9. A composition according to claim 7 or 8, wherein the associated microorganism is at least one bacterial strain having an antimicrobial or an antifungal effect.

10. A composition according to anyone of claims 1 to 9, wherein the ink sack liquid is diluted or undiluted, preferably undiluted.

11. A composition according to anyone of claims 1 to 10, wherein the composition is a pharmaceutical composition containing optionally usual auxiliary agents.

12. A composition according to claim 11 , wherein the pharmaceutical composition is liquid, semi-solid or solid.

13. A composition according to claim 12, wherein the pharmaceutical composition is formulated as liquid, fluid, foam, cream, gel, paste, balsam, spray, ointment, lotion, conditioner, tonic, milk, mousse, emulsion, serum, oil, stick, roller, shampoo, jelly, suspension, dispersion, lacquer, paint, elixir, drop or patch.

14. A composition according to claim 12, wherein the pharmaceutical composition is formulated as tablet, capsule, pill, coated tablet, dragee, hard and soft gelatine capsule, troche, suspension, lozenge or powder.

15. A composition according to anyone of claims 11 to 14, wherein the pharmaceutical composition is adapted at least for a once a day, preferably for twice a day application and/or administration.

16. A composition according to anyone of claims 1 to 10, wherein the composition is a cosmetical composition containing usual auxiliary agents.

17. A composition according to claim 16, wherein the cosmetical composition is liquid, semi-solid or solid.
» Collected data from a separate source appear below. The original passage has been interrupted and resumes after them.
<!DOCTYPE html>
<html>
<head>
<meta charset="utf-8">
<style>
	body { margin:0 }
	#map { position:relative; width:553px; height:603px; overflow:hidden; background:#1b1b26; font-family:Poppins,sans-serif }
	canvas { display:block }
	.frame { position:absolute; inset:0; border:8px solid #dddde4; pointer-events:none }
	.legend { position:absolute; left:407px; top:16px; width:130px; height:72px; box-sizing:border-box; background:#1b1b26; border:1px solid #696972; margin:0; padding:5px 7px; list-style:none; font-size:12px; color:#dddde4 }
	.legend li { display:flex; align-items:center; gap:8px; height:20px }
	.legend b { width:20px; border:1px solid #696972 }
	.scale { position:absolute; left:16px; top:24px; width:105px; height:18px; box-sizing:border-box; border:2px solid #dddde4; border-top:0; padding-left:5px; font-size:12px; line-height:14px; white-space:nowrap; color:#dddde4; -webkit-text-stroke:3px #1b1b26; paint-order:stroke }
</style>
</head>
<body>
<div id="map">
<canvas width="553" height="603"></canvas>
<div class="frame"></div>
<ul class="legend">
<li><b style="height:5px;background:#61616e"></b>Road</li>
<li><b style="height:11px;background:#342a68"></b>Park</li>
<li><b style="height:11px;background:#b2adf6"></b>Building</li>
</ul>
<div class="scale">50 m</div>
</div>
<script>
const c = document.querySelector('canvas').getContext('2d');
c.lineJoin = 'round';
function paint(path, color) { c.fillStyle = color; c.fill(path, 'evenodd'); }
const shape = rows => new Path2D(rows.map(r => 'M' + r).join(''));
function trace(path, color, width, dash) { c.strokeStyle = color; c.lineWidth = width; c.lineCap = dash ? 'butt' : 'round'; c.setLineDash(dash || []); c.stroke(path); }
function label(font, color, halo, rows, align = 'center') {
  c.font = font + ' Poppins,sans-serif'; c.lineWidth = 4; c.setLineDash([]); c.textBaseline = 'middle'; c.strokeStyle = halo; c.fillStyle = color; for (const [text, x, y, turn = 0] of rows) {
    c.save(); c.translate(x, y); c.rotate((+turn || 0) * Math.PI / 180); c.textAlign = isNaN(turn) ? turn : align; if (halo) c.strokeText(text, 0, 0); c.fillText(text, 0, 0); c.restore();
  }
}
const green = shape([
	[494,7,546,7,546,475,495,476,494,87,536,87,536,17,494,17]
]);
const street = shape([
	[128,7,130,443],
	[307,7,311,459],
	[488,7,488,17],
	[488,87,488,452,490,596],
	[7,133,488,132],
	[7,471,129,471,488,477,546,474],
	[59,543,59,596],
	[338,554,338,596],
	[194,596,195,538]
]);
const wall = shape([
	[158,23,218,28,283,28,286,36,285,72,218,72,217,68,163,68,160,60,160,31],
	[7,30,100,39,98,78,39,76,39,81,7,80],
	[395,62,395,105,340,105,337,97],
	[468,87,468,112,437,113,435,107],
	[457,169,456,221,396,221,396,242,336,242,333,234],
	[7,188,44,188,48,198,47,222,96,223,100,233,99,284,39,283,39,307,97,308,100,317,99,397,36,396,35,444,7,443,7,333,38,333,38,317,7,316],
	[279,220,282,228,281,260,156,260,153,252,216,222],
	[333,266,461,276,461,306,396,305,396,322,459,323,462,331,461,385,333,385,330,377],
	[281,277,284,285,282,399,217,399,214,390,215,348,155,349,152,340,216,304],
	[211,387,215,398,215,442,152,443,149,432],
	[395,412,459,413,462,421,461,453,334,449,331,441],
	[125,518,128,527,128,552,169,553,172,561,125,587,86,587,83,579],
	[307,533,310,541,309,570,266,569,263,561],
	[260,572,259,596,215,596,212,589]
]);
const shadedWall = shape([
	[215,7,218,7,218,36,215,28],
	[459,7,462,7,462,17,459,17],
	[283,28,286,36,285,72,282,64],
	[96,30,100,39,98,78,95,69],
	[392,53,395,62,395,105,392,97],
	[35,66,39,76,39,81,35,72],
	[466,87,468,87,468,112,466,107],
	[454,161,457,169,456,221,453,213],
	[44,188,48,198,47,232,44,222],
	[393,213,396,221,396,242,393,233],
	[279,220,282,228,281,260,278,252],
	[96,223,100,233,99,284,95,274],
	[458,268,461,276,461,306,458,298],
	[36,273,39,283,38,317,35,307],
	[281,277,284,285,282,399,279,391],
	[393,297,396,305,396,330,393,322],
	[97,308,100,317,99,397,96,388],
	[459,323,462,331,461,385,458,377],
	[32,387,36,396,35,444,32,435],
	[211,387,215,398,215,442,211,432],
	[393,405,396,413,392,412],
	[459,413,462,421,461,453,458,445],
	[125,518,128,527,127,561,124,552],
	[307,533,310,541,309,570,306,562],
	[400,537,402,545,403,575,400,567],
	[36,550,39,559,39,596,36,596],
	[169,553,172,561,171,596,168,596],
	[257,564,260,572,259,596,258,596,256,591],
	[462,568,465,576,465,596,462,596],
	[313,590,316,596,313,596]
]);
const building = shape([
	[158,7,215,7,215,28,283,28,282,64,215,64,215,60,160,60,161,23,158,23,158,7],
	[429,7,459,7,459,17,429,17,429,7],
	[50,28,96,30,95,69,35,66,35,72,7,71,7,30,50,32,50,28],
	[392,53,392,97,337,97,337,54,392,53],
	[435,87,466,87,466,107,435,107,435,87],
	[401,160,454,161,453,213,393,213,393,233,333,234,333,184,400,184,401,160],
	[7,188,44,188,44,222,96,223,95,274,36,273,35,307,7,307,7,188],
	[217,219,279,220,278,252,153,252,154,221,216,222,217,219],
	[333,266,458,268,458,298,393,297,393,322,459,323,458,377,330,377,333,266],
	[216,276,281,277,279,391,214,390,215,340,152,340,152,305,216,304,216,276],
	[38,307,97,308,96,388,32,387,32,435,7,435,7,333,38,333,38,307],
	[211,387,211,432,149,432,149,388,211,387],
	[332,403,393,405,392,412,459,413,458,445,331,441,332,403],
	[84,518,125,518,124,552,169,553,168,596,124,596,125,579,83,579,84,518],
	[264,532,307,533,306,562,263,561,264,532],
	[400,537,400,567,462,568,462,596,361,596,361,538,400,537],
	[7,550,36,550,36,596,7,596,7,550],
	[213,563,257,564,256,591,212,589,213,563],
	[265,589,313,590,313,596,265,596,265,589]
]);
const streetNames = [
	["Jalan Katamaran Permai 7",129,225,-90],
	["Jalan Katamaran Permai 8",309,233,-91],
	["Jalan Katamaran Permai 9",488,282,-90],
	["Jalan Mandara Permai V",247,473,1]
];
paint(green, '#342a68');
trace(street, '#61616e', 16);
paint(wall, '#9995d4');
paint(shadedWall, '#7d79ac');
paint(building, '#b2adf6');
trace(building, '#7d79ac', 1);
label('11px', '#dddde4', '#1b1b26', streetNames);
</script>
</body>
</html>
18. A composition according to claim 17, wherein the cosmetical composition is formulated as liquid, fluid, foam, cream, gel, paste, balsam, spray, ointment, lotion, conditioner, tonic, milk, mousse, emulsion, serum, oil, stick, roller, shampoo, jelly, suspension, dispersion, lacquer and/or paint.

19. A composition according to anyone of claims 16 to 18, wherein the cosmetical composition is suitable for topical application.

20. A composition as claimed in claim 19, wherein the cosmetic composition is suitable for keeping scalp, skin, hair and/or nails in good conditions.

21. A composition according to anyone of claims 1 to 10, wherein the composition comprises at least one systemically and/or topically active antimycotic drug.

22. A composition according to claim 21 , wherein the systemically and/or topically active antimycotic drug comprises itraconazole, ketoconazole, miconazole, fluconazole and/or terbinafine.

23. Use of ink sack liquid of cephalopods according to anyone of claims 1 to 10 to prepare a drugjor the prophylaxis and/or treatment of mycosis, superinfections associated with mycosis and/or other pathological skin conditions.

24. Use according to claim 23, for the prophylaxis and/or treatment of onychomycosis, preferably distal subungual onychomycosis, proximal subungual onychomycosis, white superficial onychomycosis, endonyx onychomycosis, and/or total dystropic onychomycosis.

25. Use according to claim 23 or 24, wherein the superinfection(s) is (are) caused by bacteria and/or moulds.

26. Use according to claim 23, wherein the pathological skin conditions comprise psoriasis, dermatitis, acne, hair loss, immunological skin diseases, skin cancer, actinic keratosis, pemphigoid, dermatofibroma, lupus erythematosus, eczema, erythema, folliculitis, impetigo, lichen, pityriasis, tinea, pruritus, rosacea and/or urticaria.

7. Use of a cosmetical composition according to anyone of claims 16-20 for the prophylaxis and/or treatment against skin conditions comprising skin ageing, photoageing, dry skin and/or rash.